The evidence review consisted of studies published in PubMed, the Cochrane Library, PsycINFO, CINAHL and trial registries through July 19, 2021, along with bibliographies from retrieved articles and additional studies from outside experts. Additional surveillance of the literature was conducted through Dec. 7, 2021. A total of 78 studies were included.
The task force found no studies that directly evaluated the benefits of screening for depression or suicide risk on health outcomes in screened vs. unscreened participants, and no studies that evaluated the evidence on the harms of screening for depression or suicide risk on health outcomes in children or adolescents.
Thirteen trials addressed the benefits of depression treatment. Psychotherapy was associated with improved symptoms and treatment response. Pharmacotherapy showed statistically significant benefits for improved symptoms, as well as benefits for loss of diagnosis and functional status. One study of collaborative care was shown to be statistically significant for improved symptoms and remission at six months and response to treatment by 12 months, but there were no statistically significant benefits on measures of functioning.
Sixteen trials analyzed the benefits of treatment of suicide risk, but produced limited evidence. A pooled analysis of four trials found that intervention produced a statistically significant difference in suicidal ideation scores compared with control, but findings for health outcomes such as suicide deaths, hospitalization, emergency department visits and number of self-harm events in the remaining 12 trials were mixed or not statistically significantly different.

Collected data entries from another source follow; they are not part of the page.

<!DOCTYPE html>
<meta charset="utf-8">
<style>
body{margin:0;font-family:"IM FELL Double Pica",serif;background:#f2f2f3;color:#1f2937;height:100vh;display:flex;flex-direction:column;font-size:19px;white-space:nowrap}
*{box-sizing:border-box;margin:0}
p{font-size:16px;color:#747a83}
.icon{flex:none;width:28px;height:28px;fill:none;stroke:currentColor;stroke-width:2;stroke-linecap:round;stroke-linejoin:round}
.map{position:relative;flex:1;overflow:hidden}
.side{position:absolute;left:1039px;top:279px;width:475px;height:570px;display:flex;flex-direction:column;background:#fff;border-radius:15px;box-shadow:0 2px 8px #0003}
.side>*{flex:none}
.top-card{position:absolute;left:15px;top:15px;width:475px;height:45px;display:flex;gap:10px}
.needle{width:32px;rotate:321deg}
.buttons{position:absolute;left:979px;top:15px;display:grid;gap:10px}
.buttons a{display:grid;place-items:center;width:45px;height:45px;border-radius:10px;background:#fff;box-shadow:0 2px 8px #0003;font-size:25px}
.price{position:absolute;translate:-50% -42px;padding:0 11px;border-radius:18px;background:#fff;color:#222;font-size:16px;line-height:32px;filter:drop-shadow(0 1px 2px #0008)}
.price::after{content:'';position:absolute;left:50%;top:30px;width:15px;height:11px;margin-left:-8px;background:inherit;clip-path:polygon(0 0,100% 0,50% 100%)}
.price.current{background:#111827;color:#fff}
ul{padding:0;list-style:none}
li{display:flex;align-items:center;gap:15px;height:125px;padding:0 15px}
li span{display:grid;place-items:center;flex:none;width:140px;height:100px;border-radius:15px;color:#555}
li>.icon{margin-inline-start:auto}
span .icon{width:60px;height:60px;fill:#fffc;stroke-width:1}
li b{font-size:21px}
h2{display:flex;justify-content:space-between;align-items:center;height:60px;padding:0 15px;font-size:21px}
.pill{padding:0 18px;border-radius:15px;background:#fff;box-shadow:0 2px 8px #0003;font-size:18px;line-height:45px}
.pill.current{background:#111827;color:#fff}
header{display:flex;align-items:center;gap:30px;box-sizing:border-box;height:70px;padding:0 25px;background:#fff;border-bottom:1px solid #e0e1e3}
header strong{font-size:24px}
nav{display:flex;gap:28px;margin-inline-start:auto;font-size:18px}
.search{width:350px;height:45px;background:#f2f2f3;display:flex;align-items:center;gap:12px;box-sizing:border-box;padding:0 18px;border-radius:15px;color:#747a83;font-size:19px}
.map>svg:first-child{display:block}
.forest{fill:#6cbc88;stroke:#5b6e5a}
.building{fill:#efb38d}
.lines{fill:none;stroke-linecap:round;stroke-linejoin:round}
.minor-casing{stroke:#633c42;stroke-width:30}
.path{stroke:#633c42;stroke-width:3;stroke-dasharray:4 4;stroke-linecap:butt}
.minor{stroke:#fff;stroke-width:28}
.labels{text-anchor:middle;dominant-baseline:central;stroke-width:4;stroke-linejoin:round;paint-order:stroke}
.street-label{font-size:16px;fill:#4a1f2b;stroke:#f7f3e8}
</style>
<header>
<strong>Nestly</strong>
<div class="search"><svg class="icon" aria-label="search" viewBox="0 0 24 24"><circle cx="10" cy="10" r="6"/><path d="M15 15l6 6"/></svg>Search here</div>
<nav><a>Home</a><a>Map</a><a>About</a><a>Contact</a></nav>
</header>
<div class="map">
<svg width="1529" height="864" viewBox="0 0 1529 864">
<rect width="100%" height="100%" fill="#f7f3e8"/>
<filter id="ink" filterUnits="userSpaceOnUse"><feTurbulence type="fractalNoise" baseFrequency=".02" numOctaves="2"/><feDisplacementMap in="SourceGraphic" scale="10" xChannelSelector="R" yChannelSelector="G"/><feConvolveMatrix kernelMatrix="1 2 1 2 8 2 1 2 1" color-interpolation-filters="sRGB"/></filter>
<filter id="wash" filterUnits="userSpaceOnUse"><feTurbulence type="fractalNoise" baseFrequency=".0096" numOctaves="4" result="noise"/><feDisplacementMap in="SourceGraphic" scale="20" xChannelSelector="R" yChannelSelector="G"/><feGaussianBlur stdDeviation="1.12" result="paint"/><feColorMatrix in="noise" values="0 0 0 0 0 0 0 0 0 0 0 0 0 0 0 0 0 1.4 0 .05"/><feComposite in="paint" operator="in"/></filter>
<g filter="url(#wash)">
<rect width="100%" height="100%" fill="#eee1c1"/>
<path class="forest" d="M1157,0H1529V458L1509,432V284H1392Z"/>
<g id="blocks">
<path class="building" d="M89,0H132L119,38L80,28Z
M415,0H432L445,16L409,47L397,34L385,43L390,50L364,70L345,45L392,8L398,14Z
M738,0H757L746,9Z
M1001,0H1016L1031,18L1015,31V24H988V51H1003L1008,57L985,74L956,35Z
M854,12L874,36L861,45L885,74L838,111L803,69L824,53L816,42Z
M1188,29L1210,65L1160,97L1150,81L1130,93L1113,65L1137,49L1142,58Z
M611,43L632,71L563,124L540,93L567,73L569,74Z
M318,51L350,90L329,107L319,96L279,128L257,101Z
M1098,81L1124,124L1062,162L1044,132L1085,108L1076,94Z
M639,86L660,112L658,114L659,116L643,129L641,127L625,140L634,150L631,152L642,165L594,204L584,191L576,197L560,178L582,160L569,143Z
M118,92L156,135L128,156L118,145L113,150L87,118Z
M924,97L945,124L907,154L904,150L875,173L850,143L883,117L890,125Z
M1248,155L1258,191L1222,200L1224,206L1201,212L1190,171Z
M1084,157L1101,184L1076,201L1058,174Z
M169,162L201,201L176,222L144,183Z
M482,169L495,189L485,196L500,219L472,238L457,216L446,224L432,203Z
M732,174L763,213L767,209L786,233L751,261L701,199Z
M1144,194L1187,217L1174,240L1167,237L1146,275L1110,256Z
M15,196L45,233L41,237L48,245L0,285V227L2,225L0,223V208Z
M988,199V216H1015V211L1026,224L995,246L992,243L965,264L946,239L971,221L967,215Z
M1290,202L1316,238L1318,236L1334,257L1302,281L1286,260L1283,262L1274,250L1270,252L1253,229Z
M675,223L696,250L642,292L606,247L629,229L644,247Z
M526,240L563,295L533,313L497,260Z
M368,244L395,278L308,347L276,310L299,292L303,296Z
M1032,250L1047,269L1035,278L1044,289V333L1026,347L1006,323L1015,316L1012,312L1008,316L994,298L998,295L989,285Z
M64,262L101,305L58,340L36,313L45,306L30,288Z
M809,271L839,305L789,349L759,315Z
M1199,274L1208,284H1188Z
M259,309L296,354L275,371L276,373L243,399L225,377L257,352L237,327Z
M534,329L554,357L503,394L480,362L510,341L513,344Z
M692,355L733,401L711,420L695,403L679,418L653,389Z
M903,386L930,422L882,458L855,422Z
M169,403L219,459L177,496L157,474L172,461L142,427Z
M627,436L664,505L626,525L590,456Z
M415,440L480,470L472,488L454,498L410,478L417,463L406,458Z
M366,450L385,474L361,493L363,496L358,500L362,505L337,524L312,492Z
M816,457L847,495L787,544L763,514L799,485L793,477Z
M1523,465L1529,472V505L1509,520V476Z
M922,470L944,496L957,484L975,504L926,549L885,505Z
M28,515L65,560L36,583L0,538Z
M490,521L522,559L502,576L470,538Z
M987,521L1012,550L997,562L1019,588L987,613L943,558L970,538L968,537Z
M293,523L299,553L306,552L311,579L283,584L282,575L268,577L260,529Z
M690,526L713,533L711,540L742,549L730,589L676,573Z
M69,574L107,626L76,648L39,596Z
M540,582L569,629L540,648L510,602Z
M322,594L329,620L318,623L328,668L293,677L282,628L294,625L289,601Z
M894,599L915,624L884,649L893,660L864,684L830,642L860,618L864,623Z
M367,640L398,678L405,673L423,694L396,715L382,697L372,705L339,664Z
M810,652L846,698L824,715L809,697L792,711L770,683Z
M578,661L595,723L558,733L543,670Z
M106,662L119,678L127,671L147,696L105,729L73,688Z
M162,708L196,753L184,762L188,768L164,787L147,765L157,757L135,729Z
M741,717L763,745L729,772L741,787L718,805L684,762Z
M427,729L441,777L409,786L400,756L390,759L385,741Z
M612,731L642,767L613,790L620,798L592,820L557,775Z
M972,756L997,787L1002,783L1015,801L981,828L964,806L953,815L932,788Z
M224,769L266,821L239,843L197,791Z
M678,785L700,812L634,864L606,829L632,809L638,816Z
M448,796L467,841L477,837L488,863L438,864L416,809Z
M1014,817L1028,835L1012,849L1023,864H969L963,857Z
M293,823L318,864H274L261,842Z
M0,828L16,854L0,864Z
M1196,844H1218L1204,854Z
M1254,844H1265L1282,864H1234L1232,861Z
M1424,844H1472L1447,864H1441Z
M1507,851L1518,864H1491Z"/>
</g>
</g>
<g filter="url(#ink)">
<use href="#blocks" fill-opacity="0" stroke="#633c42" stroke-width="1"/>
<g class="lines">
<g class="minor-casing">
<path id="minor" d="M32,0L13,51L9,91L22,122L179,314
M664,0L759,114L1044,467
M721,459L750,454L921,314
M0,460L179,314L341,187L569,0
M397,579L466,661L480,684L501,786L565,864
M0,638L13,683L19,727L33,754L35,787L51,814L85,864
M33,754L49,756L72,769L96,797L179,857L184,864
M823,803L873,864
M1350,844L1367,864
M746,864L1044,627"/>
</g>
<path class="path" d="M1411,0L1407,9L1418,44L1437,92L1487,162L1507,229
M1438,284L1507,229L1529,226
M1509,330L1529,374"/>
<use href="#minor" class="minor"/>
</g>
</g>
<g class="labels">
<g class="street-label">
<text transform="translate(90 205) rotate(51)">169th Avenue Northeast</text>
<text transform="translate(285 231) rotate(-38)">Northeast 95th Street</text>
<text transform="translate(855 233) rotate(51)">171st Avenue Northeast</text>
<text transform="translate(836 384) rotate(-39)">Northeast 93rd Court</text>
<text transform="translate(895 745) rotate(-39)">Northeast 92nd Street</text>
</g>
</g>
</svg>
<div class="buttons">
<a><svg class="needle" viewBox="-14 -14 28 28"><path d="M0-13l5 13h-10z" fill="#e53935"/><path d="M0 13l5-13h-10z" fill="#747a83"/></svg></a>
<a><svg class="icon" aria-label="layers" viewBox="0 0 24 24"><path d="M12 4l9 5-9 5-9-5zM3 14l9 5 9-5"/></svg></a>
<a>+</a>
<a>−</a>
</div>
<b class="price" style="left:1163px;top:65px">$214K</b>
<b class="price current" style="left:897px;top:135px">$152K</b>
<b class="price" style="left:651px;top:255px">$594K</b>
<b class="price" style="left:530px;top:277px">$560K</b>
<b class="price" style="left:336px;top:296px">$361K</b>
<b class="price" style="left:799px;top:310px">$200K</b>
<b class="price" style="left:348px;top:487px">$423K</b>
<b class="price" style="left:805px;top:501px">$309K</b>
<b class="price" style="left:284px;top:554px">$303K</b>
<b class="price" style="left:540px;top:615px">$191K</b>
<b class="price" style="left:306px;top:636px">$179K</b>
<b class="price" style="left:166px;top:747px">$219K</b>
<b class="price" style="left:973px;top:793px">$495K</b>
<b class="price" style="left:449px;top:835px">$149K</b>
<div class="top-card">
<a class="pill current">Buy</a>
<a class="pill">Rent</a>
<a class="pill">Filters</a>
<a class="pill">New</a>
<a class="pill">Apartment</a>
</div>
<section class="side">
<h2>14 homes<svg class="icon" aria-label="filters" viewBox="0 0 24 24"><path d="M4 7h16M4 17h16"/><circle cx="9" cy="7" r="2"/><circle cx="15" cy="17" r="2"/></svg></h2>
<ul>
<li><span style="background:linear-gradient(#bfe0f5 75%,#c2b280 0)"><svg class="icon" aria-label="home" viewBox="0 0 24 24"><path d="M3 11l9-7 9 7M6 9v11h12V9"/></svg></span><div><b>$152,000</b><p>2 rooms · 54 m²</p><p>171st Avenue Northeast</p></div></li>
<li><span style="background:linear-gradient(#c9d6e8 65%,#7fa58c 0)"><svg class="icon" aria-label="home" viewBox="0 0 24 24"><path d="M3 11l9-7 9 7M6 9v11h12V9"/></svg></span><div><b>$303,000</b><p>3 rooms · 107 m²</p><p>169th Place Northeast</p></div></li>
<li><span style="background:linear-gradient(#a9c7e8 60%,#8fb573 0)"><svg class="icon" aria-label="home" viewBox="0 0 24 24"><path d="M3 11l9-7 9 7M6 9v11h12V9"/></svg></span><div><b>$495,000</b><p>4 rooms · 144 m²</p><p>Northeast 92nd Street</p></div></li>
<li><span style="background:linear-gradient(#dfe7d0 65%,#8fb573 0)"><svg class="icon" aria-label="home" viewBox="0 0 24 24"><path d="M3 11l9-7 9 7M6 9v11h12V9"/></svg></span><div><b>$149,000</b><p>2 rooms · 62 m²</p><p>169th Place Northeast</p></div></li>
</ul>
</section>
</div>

With regard to anxiety, the task force found no studies that directly evaluated the benefits or harms of screening for anxiety disorders, although they suggested that repeated screening may be most productive in adolescents with risk factors for anxiety. Treatments in the review included psychotherapy, pharmacotherapy, a combination of the two, or collaborative care. Cognitive behavioral therapy was associated with improvement in several anxiety outcomes, such as treatment response, disease remission and loss of diagnosis, compared with usual care or wait-list control, but the evidence on improved functioning with CBT in participants with any type of anxiety was inconsistent.
Similarly, pharmacotherapy was associated with an increased improvement in symptoms and response on the Clinical Global Impressions-Improvement scale compared with placebo, but was inconsistent on measures of functioning. In addition, the frequency of harms was considered greater with pharmacotherapy than with psychotherapy.
Along with the draft recommendation statements and evidence reviews, the USPSTF published a fact sheet to help clinicians and patients better understand the recommendations and the process for submitting public comments.
The task force also provided links to several resources on anxiety, depression and suicide risk from the CDC, the Community Preventive Services Task Force and other organizations, including:
The USPSTF is accepting public comments on the draft recommendation statement and draft evidence review on screening for depression and suicide risk, and the draft recommendation statement and draft evidence review on screening for anxiety, through 11:59 p.m. ET on May 9.
All comments will be considered as the task force prepares its final recommendations. Once the final recommendations are published, the AAFP will review them and determine its stance.